> Task to complete: In the data below, find the line containing "Build a gazetteer"; reproduce that line and all subsequent lines exactly, and nothing else.

[Collected data]
───

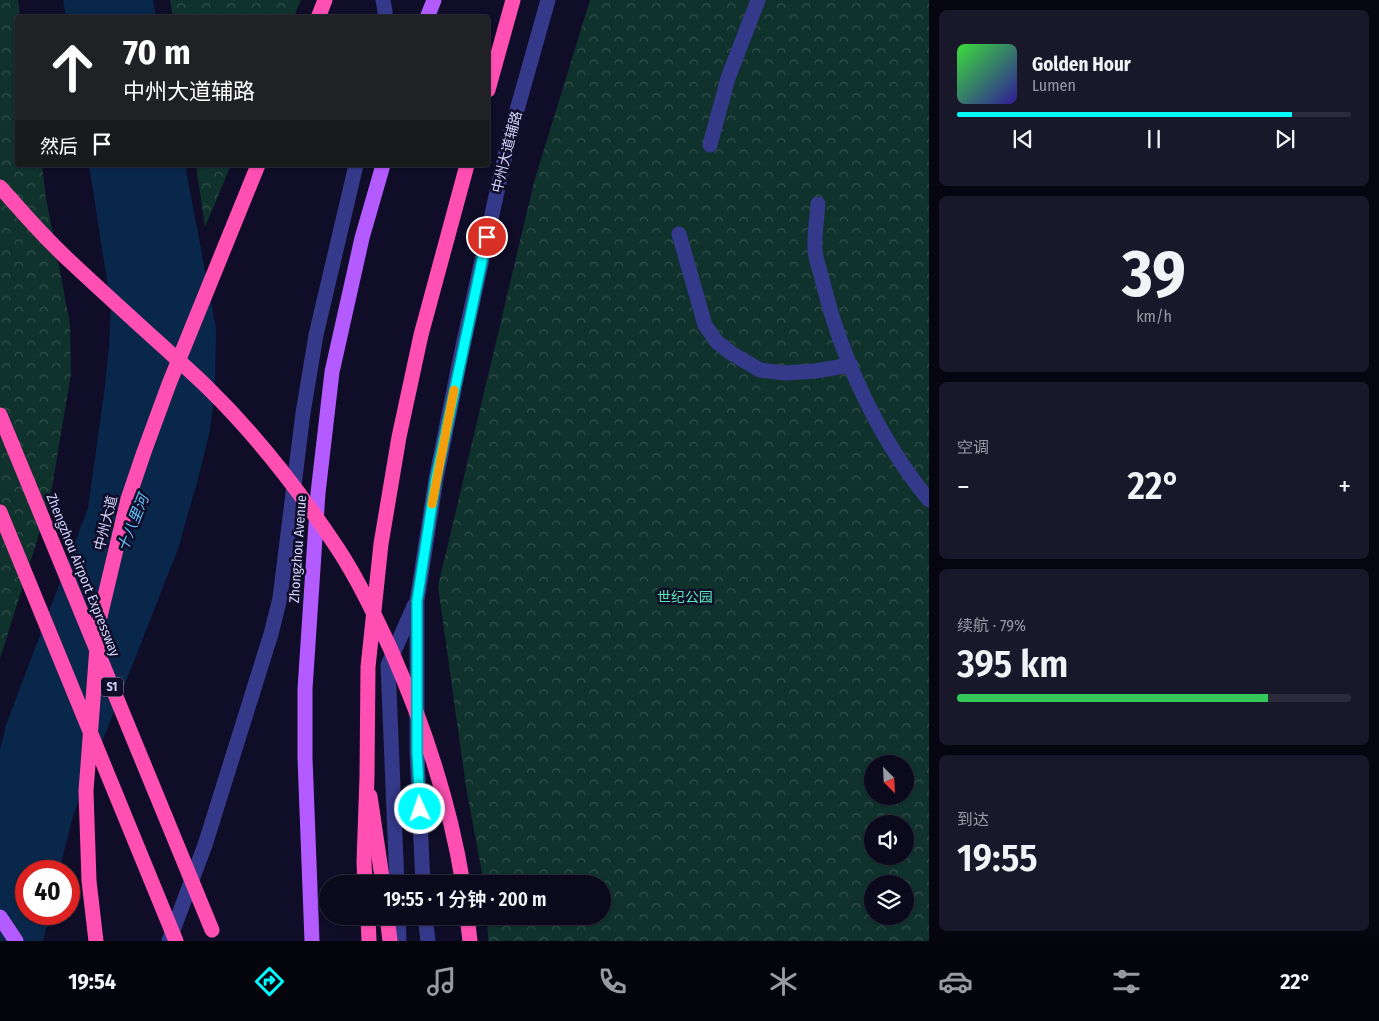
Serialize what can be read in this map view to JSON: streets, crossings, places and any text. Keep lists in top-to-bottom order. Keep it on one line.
{"streets":{"highway":["中州大道","Zhengzhou Airport Expressway","S1"],"main road":["Zhongzhou Avenue"],"street":["中州大道辅路"]},"water":["十八里河"],"parks":["世纪公园"],"north":"bottom right","page":{"turn":["70 m","中州大道辅路"],"song":["Golden Hour","Lumen"],"then":"然后","tile":[["39","km/h"],"空调",["续航 · 79%","395 km"],["到达","19:55"]],"heat":["−","22°","+"],"limit":"40","trip":"19:55 · 1 分钟 · 200 m","tabs":["19:54","22°"]}}
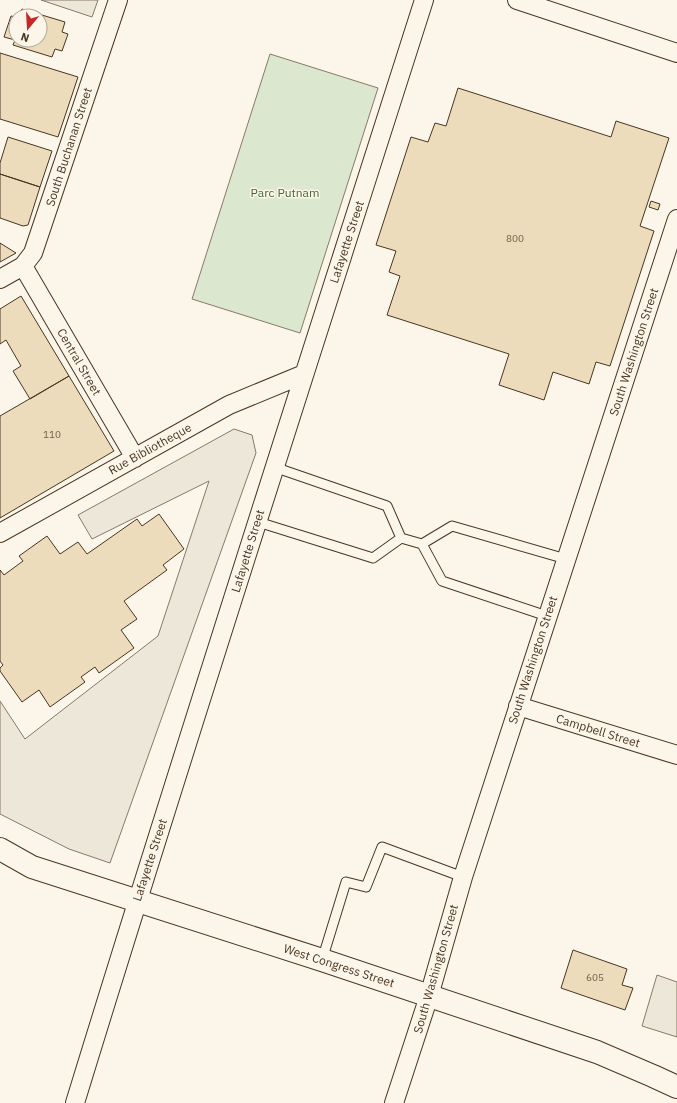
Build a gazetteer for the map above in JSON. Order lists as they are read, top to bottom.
{
  "streets": {
    "street": [
      "South Buchanan Street",
      "Lafayette Street",
      "South Washington Street",
      "Central Street",
      "Rue Bibliotheque",
      "Campbell Street",
      "West Congress Street"
    ]
  },
  "crossings": [
    ["South Buchanan Street", "Central Street"],
    ["Lafayette Street", "Rue Bibliotheque"],
    ["Lafayette Street", "West Congress Street"],
    ["South Washington Street", "Campbell Street"],
    ["South Washington Street", "West Congress Street"],
    ["Central Street", "Rue Bibliotheque"]
  ],
  "parks": ["Parc Putnam"],
  "house_numbers": ["800", "110", "605"],
  "north": "bottom"
}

───

> Response to this task:
Build a gazetteer for the map above in JSON. Order lists as they are read, top to bottom.
{
  "streets": {
    "street": [
      "South Buchanan Street",
      "Lafayette Street",
      "South Washington Street",
      "Central Street",
      "Rue Bibliotheque",
      "Campbell Street",
      "West Congress Street"
    ]
  },
  "crossings": [
    ["South Buchanan Street", "Central Street"],
    ["Lafayette Street", "Rue Bibliotheque"],
    ["Lafayette Street", "West Congress Street"],
    ["South Washington Street", "Campbell Street"],
    ["South Washington Street", "West Congress Street"],
    ["Central Street", "Rue Bibliotheque"]
  ],
  "parks": ["Parc Putnam"],
  "house_numbers": ["800", "110", "605"],
  "north": "bottom"
}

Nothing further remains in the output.